El gobierno del Partido Comunista de China ha sido interrumpido por una campaña pública masiva tras otra, cada una diseñada para apoderarse de las mentes chinas al servicio del Estado.
Hubo el Gran Salto Adelante, la campaña de reforma industrial iniciada en 1958 que precipitó una hambruna devastadora; la caza de brujas política de la Revolución Cultural de 1966 a 1976, que casi desgarró a China; y muchos más, cada uno apuntando a algún imperativo político, social o económico del día.
La campaña de casi tres años del Gobierno Chino de cero COVID-19 puede ser la peor de todas. Ciudades enteras están cerradas incluso por pequeños brotes, y se realizan pruebas de COVID-19 en pescado y otros productos alimenticios, automóviles, incluso materiales de construcción. Ha traído caos y sufrimiento para el pueblo de China, que ha sido encerrado repetidamente, detenido por faltar a las pruebas de COVID-19 y ha perdido empleos o negocios.
Las campañas pasadas de control masivo han ido y venido, pero esta tendrá consecuencias duraderas gracias a su aspecto más insidioso: la tecnología de vigilancia desplegada en todo el país para suprimir el COVID-19, pero que permite que los ciudadanos sean rastreados por las autoridades y sus movimientos circunscritos.
Occidente se ha equivocado con respecto de China. Durante mucho tiempo se asumió que el capitalismo, el surgimiento de una clase media e Internet harían que China eventualmente adoptara ideas políticas occidentales. Pero estas ideas ni siquiera pueden comenzar a echar raíces.
De hecho, las mentes chinas nunca han sido verdaderamente libres. China ha sido un Estado en gran parte unido y centralizado durante la mayor parte de los últimos 2.000 años, y una ética y una relación similar entre gobernantes y gobernados han perdurado en todo momento. No es posible ningún cambio fundamental. Se espera que el pueblo humilde de China simplemente obedezca.
Cuando el Partido Comunista tomó el poder estatal en 1949. Mi padre, Ai Qing, entonces uno de los principales poetas de China, ya se había unido con entusiasmo a la fiesta. Pero Mao capitalizó astutamente la antigua dinámica de poder de China, consagrando al partido como el nuevo gobernante incuestionable. Como muchos intelectuales, mi padre pronto fue atacado durante las repetidas campañas políticas de Mao para erradicar a aquellos que se atrevían a pensar de manera independiente.
En 1957, el año en que nací, Mao lanzó la campaña antiderechista. Mi padre fue tildado de derechista, sometido a feroces ataques públicos y fuimos conducidos al exilio interno en un rincón sombrío de la remota región de Sinkiang. Algunos de sus compañeros se suicidaron.

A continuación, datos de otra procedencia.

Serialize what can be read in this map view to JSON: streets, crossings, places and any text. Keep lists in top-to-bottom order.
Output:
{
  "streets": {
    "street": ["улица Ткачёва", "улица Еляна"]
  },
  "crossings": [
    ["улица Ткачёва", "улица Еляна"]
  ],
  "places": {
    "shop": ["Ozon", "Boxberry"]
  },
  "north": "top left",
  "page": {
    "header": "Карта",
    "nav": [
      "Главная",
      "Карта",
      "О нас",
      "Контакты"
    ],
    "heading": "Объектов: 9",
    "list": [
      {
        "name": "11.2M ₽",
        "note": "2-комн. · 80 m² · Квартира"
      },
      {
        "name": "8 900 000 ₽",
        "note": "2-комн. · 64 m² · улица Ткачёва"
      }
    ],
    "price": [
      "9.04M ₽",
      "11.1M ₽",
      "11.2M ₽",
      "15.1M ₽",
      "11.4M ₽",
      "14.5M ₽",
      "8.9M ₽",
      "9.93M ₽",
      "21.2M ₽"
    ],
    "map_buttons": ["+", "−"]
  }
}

Fue atacado una vez más durante la Revolución Cultural, desfiló por las calles con una gorra de burro a reuniones públicas donde se le lanzaron insultos. En un ejemplo de la impotencia y la resignación del pueblo de China, sugirió que imaginemos que ese lugar sombrío siempre ha sido nuestro hogar, aceptemos nuestra suerte en la vida y sigamos adelante con ella. El pueblo de China todavía vive bajo esta mentalidad de rendición hoy.
Cuando entré en conflicto con las autoridades chinas en el 2011 después de criticar al gobierno, la policía me amenazó con una “muerte fea” y dijo que le contarían a toda China sobre las absurdas acusaciones que hicieron para desacreditarme. Les pregunté si el pueblo de China creería sus mentiras. “El 90% lo hará”, me dijo un oficial. En China, donde toda la “verdad” proviene del partido, puede haber tenido razón.
Los líderes occidentales critican las violaciones del Partido Comunista de los derechos humanos, la libertad de expresión y la libertad espiritual, pero durante mucho tiempo han seguido haciendo negocios con Beijing.
La libertad y la individualidad nunca pueden ser completamente suprimidas. Y ningún país, no importa cuán fuerte parezca, puede prosperar verdaderamente sin diversidad de opiniones. Pero no hay esperanza de un cambio fundamental en mi país mientras el Partido Comunista esté en el poder.